» Input material:
******************************

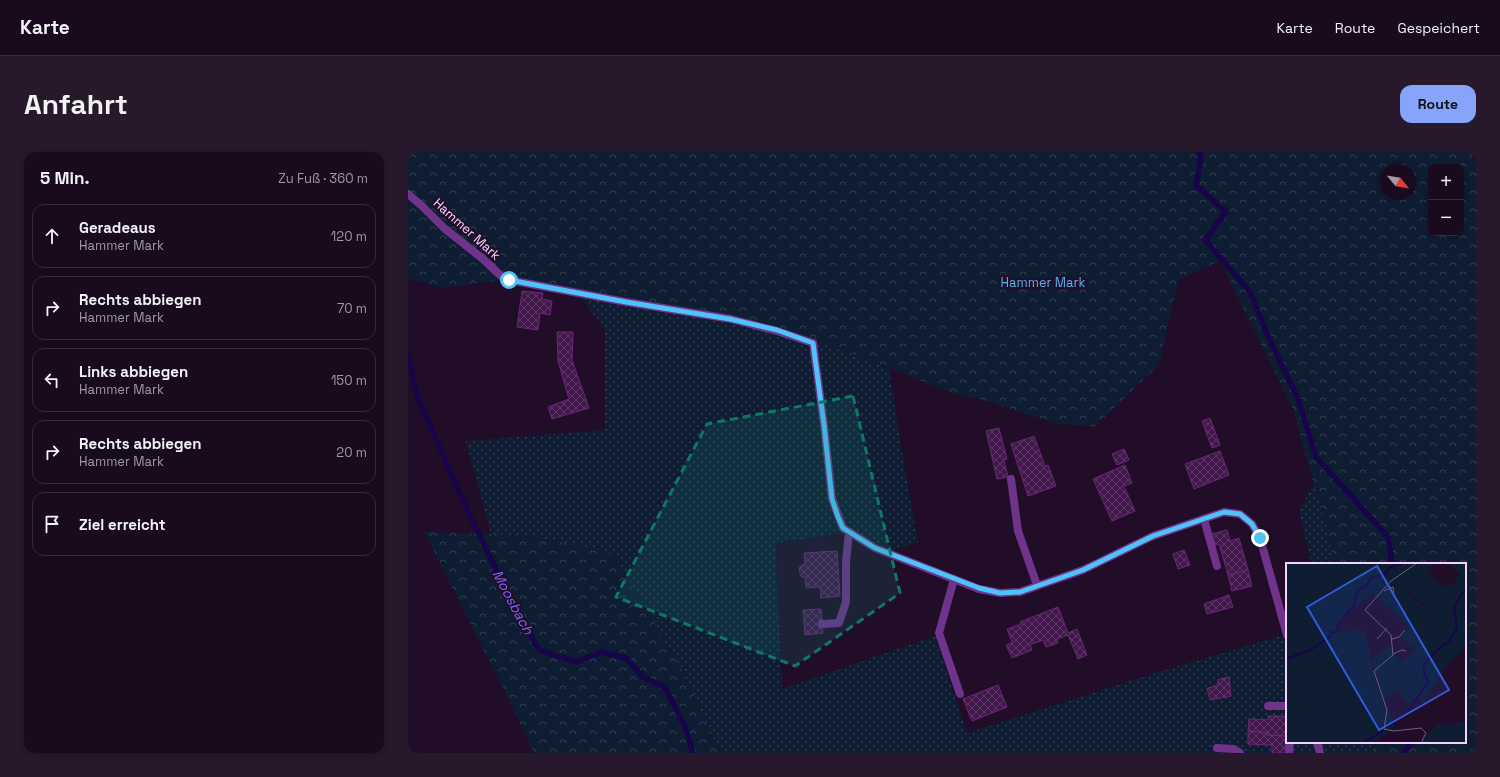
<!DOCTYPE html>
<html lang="de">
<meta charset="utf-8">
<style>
:root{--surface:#1a0a1e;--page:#27182b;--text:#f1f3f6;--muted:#9f9aa4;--line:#382b3c;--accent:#85a4fa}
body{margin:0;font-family:"Space Grotesk",sans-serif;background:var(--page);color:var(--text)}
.controls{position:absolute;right:12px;top:12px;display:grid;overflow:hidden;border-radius:8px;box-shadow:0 2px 6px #0003}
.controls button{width:36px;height:36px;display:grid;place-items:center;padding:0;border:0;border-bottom:1px solid var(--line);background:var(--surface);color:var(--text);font:20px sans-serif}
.compass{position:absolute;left:972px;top:12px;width:36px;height:36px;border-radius:50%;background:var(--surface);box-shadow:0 2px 6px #0003;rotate:120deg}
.stop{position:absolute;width:12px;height:12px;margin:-9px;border:3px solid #4fc3f7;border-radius:50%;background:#fff}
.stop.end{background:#4fc3f7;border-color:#fff;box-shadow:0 1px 4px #0008}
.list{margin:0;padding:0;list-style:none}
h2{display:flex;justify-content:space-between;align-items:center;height:52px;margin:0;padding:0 16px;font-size:17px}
h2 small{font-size:13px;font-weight:400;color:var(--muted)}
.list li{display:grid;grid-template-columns:26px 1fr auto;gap:12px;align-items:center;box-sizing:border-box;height:64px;margin:0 8px 8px;padding:0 8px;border:1px solid var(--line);border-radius:12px}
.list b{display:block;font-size:15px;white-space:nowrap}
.list p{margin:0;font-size:13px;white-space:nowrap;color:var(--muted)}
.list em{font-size:13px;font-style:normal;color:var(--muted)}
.icon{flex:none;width:22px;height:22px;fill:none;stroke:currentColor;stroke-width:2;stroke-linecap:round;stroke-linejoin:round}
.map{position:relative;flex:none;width:1068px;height:601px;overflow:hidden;border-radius:12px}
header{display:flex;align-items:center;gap:24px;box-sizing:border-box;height:56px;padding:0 20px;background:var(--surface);border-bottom:1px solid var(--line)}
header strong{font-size:19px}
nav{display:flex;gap:22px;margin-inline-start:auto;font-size:14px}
.intro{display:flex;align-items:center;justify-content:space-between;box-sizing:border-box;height:96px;padding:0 24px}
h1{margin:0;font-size:28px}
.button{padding:10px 18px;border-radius:12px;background:var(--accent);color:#111;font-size:14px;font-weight:700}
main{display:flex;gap:24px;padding:0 24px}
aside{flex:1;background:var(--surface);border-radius:12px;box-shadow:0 2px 6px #0003}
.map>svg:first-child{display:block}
</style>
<header>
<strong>Karte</strong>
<nav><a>Karte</a><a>Route</a><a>Gespeichert</a></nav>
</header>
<div class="intro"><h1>Anfahrt</h1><a class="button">Route</a></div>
<main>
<aside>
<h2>5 Min.<small>Zu Fuß · 360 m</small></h2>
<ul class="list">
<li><svg class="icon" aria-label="ahead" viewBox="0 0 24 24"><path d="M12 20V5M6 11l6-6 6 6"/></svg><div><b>Geradeaus</b><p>Hammer Mark</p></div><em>120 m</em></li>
<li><svg class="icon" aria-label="right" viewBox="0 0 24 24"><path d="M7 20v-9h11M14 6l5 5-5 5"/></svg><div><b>Rechts abbiegen</b><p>Hammer Mark</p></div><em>70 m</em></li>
<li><svg class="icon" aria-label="left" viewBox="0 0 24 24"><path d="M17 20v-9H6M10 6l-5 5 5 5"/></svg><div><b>Links abbiegen</b><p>Hammer Mark</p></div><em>150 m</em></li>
<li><svg class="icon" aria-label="right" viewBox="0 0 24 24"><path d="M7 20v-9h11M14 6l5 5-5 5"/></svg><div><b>Rechts abbiegen</b><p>Hammer Mark</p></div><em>20 m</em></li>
<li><svg class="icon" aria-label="arrive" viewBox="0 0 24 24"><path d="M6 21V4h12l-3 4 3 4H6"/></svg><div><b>Ziel erreicht</b></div></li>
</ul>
</aside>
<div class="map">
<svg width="1068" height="601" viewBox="0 0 1068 601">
<defs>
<pattern id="grass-dots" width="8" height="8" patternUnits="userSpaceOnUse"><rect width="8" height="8" fill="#0f1d32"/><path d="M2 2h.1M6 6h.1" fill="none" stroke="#333d51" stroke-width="1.8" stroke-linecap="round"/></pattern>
<pattern id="forest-crowns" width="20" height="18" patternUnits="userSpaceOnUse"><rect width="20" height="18" fill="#0f1d32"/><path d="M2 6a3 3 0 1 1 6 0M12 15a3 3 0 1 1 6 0" fill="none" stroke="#333d51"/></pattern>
<pattern id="building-cross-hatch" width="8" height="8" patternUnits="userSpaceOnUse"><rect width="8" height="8" fill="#42174b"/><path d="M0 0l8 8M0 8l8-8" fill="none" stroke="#5e3866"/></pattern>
</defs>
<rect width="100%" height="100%" fill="#220d28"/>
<path fill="url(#grass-dots)" d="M168,139l180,31 69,21 64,26 14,90 15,83 -25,8 -44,-18 -74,11 7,146 153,-53 32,97 198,-63 122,-36v108h86l3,11h-655l-41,-86 -67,-114 -86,-18 -36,-1 -25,-93 139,-11v-100z
M906,332l12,43 8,37h-23l-12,-54z"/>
<path fill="url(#forest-crowns)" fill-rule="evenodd" d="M0,0h1068v601h-101l-2,-11h92v-178h-131l-8,-37 -33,-118 -73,-148 -42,19 -19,85 -64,61 -38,-2 -71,-23 -33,-8 -128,-50 -69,-21 -238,-44 -76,10 -34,-10zM1023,15h30v66h-30zM978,18h24v24h-24z
M16,380l103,3 86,18 67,114 41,86h-187l-28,-59z"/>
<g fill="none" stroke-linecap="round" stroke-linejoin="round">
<path stroke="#170449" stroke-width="5.5" d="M791,0l2,5 -5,28 30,27 -21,28 45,52 17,42 31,65 18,58 72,80 4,27
M0,205l10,41 42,96 46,97 33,59 37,12 26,-10 24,6 18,20 21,9 20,40 8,26
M995,601l9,-11"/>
</g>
<path fill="url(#building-cross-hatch)" stroke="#6b2679" d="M114,139l21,2 -1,6 10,2 -2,14 -10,-2 -2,17 -21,-3z
M149,180h16l-1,28 17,48 -37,11 -4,-12 21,-8 -11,-38z
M802,266l10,27 -8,3 -10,-27z
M591,276l8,31 -3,1 4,17 -11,2 -11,-48z
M626,284l11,30 3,-1 8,21 -28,10 -17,-52z
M716,297l5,11 -12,5 -5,-11z
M812,299l9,24 -35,14 -9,-25z
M717,313l7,18 -8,3 11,25 -23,10 -19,-42z
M819,378l3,11 9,-3 9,32 -20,5 -9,-31 -5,1 -3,-11z
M776,398l6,15 -12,4 -5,-15z
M429,399l3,45 -19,2 -1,-11 -14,1 -1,-11h-3l-2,-3 -1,-6 3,-3 3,-1 -1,-11z
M840,418l4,16 -20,5 -4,-16z
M821,443l4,12 -26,7 -3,-10z
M650,455l10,26 9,-4 10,26 -9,4 -10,-24 -11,4 1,4 -12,4 -3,-7 -13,5 2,5 -20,8 -6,-13 6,-3 -5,-13 14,-5 -1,-2z
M413,457l2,24 -18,2 -2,-25z
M821,525l2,19 -21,4 -3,-12 10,-2 1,-6z
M590,533l9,22 -35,14 -9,-22z
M860,564h19l-1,20 -19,-1 1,-2 -20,-2 1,-12 19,1z
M840,579l20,2 -1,2 19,1v17h-14v-8l-24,-1z"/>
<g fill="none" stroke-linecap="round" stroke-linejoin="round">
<path stroke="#6f338c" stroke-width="8" d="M0,42l14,12 22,22 39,31 18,17 8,4 117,22 105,17 46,12 36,12
M603,327l7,52 19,54
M796,367l13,47
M546,427l-15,54 21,61
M414,472l17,-1 7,-21v-40l3,-30
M860,554h19
M809,596l17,1 6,4
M881,601l1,-11"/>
<path stroke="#6f338c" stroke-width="8" d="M405,191l11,82 8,74 11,29 32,20 104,41 21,4 20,-1 63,-22 70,-34 71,-24 16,2 12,10 8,14 27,97
M909,590l3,11"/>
</g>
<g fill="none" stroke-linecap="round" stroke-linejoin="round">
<path stroke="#4fc3f7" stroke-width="5" d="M101,128l117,22 104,17 47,11 36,13 11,82 8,74 6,18 5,11 32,20 104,40 21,5 20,-1 63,-22 70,-34 71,-24 16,2 12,10 8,14"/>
</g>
<path fill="#0f766e" fill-opacity="0.2" stroke="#0f766e" stroke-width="3" stroke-dasharray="8 5" stroke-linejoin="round" d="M445,244l47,197 -105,73 -179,-69 91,-173z"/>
<g text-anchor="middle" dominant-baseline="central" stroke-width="4" stroke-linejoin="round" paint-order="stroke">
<g font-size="13" fill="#f4d3ff" stroke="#220d28">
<text transform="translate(59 77) rotate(42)">Hammer Mark</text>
</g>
<g font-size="13" fill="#52b1ec" stroke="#220d28">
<text x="635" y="130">Hammer Mark</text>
</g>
<g font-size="14" font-style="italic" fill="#7869ff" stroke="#220d28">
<text transform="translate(105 450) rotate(62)">Moosbach</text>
</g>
</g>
<g transform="translate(878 411)">
<rect width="180" height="180" fill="#220d28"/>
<path d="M101,12l56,48 -12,26 -19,31 6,15 -9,9 -11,-15 -11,7 -3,6 -12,-42 18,-15 10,17 16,-11 -16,-14 9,-10 -37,-34 -11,10h-4z" fill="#0f1d32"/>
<path d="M0,0h150l-9,8 14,14h11l8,-11 -11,-11h17v82l-17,18 -27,40 -10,-23 19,-31 12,-26 -21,-20 -35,-28 -37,36 -13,18 5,4 11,-4 12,3 11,50 10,27 6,8 3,10 -23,16h-86zM180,157v23h-45l6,-9 13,-11 8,2z" fill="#0f1d32"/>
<path fill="none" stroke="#170449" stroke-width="2" d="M0,96l24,-9 20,-13 1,-5h5l3,-9 15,-18 4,-14 9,-6 4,-7 14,-4 4,-6 15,-5M100,165l21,-15 21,-31 -5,-11 1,-6 11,-13 15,-12 7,-12 -3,-22 12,-18M78,180l19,-12"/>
<path fill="none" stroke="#765c7e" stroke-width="1" d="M131,0l-26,18 -26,29 26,25 2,20 -19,16 13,39 -3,19 10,2 27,-3 5,5 -4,8 2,2M98,28l9,-4 1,10M91,76l10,-11M106,76l7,-2 6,-7M107,91l9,-4 4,1"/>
<path fill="#325bdc" fill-opacity="0.15" stroke="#325bdc" stroke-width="2" d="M91,3l72,124 -70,40 -72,-123z"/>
<rect width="180" height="180" fill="none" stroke="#f4d3ff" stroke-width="2"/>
</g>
</svg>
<div class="controls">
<button>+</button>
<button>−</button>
</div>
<svg class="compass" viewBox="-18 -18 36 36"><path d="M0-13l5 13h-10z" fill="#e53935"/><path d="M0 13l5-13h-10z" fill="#9f9aa4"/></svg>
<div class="stop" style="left:101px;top:128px"></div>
<div class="stop end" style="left:852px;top:386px"></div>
</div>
</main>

******************************

» Assigned task: Whenever "nowrap" shows up in a line of the listing, copy that whole line.

» Solution for this problem:
.list b{display:block;font-size:15px;white-space:nowrap}
.list p{margin:0;font-size:13px;white-space:nowrap;color:var(--muted)}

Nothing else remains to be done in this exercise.